This is going to be a little out of sequence, but I want to come to how we gather narrative for the new culture scans in future posts. Suffice it to say for the moment that this uses SenseMaker® and a non-hypothesis question that can be asked of the whole workforce or just a sample: What story would you tell your best friend if they were thinking of joining your workgroup? The employee then interprets that story using a series of signifiers that provide quantitive data, but at any stage we can look at the stories from which the numbers are derived. I’ll be going through the signifiers and their background in subsequent posts.
So suspend any curiosity about the how for the moment and lets look at some of the ways we can use the data to manage the evolutionary potential of the present rather than trying to engineer to some desired future state. Now we can do this in several ways, but I want to run through two options today.
Basic, on the iPad in the standard service
The simplest is to look at the pattern revealed by the overall positioning of the narratives on one of the signifiers. I’ve shown one in the opening picture and it illustrates the basic principle of signification in SenseMaker® namely something that it difficult to game (unlike a conventional linear scale) with three positive qualities; more on that tomorrow. In this case we can see that the overall orientation of the organisation is towards analytical decision making, there is little in the intuitive space and some orientation towards principled decision making.

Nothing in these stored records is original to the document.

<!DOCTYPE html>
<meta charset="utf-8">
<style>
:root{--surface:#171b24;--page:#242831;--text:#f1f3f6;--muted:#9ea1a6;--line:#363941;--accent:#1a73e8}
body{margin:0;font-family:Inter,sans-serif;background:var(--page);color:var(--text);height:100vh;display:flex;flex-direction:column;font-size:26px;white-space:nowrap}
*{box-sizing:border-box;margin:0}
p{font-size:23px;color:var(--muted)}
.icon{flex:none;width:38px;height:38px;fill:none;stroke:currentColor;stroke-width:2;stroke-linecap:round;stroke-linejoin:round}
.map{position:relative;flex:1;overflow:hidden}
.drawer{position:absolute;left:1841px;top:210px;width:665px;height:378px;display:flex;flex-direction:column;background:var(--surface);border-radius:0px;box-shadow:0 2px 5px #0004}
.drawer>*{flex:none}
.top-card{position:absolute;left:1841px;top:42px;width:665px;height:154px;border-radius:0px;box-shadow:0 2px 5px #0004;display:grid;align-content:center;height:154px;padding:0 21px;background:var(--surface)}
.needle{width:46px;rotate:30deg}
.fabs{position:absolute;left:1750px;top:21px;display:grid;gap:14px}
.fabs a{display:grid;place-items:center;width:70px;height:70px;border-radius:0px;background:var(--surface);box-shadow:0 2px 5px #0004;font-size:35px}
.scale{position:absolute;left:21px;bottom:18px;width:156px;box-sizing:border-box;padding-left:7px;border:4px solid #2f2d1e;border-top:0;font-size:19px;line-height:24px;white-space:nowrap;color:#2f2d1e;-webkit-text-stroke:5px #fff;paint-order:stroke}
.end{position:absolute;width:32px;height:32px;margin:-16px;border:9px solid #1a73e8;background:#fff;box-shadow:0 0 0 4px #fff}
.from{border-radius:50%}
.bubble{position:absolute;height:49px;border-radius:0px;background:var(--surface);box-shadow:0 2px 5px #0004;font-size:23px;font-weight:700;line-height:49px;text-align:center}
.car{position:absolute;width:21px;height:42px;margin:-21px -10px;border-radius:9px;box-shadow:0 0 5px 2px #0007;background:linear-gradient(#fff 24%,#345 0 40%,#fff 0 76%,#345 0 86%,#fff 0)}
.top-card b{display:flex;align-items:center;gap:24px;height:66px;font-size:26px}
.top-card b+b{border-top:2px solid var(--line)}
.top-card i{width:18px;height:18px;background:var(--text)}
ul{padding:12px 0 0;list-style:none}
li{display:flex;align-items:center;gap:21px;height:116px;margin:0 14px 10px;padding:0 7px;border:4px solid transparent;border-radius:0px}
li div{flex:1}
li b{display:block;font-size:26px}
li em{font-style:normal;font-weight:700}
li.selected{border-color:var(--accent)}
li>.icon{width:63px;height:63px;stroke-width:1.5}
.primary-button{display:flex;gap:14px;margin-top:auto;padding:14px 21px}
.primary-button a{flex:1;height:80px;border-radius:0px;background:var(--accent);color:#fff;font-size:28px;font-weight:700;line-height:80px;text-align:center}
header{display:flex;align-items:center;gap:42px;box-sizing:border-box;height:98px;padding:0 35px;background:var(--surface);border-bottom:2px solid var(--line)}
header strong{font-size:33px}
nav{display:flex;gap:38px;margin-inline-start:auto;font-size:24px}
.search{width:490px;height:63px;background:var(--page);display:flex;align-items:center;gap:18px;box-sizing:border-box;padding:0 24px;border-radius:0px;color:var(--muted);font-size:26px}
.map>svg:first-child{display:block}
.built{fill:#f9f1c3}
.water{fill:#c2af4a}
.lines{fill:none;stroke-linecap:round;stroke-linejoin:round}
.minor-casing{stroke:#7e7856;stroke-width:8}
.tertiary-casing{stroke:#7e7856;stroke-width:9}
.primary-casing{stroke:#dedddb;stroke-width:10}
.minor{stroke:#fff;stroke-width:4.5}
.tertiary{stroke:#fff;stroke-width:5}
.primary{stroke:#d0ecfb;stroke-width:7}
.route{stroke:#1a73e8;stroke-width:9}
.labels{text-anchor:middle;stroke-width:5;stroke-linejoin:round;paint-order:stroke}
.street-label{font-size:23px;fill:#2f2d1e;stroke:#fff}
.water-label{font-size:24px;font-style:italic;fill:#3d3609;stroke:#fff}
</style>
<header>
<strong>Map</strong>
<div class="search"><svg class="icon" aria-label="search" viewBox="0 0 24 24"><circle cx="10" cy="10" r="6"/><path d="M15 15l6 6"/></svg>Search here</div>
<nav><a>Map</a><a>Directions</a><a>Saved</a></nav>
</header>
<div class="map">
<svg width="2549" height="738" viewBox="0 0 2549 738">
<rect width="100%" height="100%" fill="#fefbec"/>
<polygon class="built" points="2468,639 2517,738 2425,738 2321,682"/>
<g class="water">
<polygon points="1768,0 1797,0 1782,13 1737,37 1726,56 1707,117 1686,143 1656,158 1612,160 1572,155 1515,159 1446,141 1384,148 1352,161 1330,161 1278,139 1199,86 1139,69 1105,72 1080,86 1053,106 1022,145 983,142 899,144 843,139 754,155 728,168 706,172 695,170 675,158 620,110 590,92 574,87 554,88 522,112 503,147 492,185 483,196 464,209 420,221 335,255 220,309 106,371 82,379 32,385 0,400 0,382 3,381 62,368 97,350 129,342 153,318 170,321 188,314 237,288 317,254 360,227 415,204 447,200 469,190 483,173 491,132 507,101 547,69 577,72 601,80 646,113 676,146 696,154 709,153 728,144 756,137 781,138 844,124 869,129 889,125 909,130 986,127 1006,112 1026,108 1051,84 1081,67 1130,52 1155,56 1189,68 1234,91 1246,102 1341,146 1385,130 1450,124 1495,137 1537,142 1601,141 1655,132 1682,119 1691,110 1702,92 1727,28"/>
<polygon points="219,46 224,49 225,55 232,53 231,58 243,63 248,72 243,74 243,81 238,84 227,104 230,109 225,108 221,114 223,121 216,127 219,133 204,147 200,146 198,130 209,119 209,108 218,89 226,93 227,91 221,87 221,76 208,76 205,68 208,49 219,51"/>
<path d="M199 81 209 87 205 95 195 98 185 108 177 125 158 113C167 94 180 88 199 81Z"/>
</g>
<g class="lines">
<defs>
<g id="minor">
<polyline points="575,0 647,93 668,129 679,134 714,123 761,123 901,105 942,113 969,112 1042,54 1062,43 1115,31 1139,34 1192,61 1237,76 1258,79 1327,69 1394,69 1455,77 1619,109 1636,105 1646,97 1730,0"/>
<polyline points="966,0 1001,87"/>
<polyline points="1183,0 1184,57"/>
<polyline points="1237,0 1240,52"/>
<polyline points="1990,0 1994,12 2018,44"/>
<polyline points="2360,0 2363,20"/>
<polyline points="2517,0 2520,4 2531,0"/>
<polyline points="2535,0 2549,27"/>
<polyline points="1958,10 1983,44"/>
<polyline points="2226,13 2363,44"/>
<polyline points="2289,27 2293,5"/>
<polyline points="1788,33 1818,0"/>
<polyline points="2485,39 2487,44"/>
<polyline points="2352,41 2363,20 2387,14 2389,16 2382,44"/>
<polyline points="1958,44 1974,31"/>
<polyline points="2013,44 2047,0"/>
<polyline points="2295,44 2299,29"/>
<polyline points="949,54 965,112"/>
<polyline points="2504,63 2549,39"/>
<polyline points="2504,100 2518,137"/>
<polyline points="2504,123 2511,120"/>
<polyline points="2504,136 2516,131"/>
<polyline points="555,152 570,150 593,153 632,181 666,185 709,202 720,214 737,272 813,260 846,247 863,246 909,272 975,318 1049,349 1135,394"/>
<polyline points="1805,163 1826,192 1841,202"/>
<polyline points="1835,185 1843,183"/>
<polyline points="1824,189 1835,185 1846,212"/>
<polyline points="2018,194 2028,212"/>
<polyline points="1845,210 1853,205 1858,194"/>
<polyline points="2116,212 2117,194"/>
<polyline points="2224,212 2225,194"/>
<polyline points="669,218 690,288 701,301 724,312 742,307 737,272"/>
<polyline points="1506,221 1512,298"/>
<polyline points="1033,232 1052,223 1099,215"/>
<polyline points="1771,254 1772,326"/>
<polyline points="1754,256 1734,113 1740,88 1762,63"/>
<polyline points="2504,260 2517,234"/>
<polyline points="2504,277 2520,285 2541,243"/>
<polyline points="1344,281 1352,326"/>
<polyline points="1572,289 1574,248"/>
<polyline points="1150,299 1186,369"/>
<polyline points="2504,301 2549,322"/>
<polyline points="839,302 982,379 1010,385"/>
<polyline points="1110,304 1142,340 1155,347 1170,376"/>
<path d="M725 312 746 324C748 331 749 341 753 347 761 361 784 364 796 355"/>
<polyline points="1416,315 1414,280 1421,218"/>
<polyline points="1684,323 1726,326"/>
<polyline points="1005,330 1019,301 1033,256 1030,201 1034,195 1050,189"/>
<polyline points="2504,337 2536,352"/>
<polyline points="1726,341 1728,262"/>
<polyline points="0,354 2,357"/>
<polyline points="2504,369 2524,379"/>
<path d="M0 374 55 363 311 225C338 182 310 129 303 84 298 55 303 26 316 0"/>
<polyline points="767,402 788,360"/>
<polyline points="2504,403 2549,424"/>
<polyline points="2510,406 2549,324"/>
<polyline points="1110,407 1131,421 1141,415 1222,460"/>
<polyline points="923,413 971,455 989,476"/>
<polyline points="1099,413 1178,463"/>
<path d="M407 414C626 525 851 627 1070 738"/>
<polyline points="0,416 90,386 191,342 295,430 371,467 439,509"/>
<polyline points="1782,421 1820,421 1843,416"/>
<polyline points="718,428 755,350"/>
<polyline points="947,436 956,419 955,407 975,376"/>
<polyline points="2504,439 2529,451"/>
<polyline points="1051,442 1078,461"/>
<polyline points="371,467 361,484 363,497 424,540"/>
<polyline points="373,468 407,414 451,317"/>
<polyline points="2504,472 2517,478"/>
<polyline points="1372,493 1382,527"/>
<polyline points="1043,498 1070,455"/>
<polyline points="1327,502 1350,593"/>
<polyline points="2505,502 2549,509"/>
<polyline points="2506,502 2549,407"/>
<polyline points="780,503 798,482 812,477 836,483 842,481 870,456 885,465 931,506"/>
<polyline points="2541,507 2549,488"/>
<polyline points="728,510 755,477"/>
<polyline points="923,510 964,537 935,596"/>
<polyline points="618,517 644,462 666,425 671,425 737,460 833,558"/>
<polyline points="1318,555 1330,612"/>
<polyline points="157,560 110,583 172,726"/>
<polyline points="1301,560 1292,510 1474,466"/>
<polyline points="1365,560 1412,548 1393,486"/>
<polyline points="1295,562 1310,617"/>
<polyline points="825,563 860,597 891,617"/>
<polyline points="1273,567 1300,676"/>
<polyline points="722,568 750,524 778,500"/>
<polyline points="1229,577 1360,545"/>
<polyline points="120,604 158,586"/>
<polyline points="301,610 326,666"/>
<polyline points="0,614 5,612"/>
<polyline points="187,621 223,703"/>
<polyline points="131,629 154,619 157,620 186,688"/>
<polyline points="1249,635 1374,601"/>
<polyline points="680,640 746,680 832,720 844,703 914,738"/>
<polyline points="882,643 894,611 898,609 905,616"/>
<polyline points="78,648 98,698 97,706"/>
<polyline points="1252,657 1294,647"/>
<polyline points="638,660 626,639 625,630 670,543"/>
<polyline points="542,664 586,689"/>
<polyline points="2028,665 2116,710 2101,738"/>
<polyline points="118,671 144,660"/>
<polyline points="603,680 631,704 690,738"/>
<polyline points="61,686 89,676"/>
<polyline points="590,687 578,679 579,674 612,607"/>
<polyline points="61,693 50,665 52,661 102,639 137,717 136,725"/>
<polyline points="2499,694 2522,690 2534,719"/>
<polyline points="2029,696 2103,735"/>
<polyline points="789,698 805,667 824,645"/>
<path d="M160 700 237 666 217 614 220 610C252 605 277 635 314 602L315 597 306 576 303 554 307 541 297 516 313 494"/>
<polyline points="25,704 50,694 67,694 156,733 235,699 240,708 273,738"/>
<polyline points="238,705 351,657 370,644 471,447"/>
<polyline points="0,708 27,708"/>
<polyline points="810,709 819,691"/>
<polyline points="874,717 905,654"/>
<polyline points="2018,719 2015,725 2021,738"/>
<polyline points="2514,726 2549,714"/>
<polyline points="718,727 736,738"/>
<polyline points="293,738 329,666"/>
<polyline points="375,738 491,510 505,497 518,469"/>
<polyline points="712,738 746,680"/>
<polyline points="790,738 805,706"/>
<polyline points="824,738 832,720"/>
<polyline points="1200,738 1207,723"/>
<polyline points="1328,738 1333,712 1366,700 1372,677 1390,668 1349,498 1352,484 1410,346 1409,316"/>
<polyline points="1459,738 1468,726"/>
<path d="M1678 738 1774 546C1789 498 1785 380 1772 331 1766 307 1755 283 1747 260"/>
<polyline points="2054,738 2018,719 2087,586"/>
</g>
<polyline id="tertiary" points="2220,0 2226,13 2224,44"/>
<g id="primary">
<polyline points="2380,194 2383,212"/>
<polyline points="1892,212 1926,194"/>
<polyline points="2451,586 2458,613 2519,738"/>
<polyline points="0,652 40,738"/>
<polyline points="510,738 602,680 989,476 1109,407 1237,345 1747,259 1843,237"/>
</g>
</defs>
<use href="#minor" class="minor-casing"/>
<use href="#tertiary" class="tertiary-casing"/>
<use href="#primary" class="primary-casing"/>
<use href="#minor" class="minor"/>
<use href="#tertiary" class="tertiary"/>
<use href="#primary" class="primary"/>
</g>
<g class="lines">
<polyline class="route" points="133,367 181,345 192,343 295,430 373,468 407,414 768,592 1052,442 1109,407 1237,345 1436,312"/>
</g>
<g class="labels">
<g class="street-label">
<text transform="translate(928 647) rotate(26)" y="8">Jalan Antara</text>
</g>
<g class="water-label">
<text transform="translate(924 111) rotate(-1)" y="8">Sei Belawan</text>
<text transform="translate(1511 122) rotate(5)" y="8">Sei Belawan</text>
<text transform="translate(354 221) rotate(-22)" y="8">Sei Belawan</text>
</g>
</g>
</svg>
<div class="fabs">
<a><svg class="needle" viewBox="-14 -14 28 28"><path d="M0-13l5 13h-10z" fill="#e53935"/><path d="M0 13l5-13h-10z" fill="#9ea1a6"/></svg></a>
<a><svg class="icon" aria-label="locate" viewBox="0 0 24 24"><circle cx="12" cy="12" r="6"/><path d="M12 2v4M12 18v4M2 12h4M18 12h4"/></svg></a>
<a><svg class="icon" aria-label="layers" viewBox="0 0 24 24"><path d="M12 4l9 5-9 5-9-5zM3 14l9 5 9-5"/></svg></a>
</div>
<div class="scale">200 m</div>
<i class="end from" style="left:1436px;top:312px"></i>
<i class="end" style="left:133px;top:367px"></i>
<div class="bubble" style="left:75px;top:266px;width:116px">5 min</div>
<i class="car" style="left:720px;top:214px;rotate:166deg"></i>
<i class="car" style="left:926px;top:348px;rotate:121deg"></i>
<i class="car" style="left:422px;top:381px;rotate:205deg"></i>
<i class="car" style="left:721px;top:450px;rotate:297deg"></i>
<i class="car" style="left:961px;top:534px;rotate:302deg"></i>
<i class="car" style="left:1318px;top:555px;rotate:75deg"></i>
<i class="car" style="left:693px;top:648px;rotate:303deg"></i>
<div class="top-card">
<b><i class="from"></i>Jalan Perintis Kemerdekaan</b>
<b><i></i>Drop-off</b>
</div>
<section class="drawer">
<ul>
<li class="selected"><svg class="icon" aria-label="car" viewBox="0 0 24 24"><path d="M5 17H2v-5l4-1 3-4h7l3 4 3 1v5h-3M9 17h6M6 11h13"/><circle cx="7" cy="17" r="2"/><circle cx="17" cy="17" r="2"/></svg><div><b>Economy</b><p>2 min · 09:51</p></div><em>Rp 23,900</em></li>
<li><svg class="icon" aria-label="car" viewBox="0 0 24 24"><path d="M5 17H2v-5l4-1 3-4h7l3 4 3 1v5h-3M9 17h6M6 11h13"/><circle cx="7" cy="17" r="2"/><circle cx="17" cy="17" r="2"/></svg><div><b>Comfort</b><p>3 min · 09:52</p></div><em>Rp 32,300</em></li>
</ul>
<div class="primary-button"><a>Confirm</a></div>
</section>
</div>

That means the organisation may have an issue if the pace of change in their sector does not allow for full analysis, or if ethics compete with numbers then there might be an issue. These are indications of plausible futures not predictions of probable ones, an important distinction. The HR department can then use SenseMaker® on an iPad to look at the underlying micro-narratives and ask themselves What can we do that would result in more stories like these, fewer like those.
More advanced, additional service with monitoring capability
For more sophisticated programmes we start to look at landscapes such as the one shown here. The dimensions come from the signification, but instead of a dot plot here we have a landscape, capable of handling huge volumes of data with boolean combinations of signifier values. In this case the vertical dimension is compliance with rules and process, the horizontal getting the job done.
The general goal of the organisation is to have stories in the top right and there are some. However there are two dominant negative ones: one is the polar opposite, the other getting the job done and ignoring the rules. A very common position (this plot is from a live project by the way. The leap to the top right is probably a step too far, but would be the normal focus of change programmes. But in this case we can see a small cluster in the saddle point to which the arrows point. If we could shift both the negative clusters in that direction then it would make a significant difference and is an easier shift. Of course when we get there we might decide to move in a different direction.
So to make the shift we first look at the stories in the bottom right cluster and ask: What is it about our rules that are resulting in this behaviour? Of course it may be that all of our employees are a bunch of no hopers bit that cluster probably indicates an over focus on rules that prevent customer service (I can give lots of IBM examples) where employees are finding work arounds. We then click on the saddle point and ask What are we doing (or not doing) that makes stories like these possible? Those two simple questions radically transform the way we change culture.
Having settled on a series of actions I would then monitor change – the great thing about this approach is that it is a continuous real time feedback, it does not require yet another survey.
… to be continued
PS: the title of “the score” is intended to make the point that even with a score there are multiple possible intepretations both for the conductor and the musicians.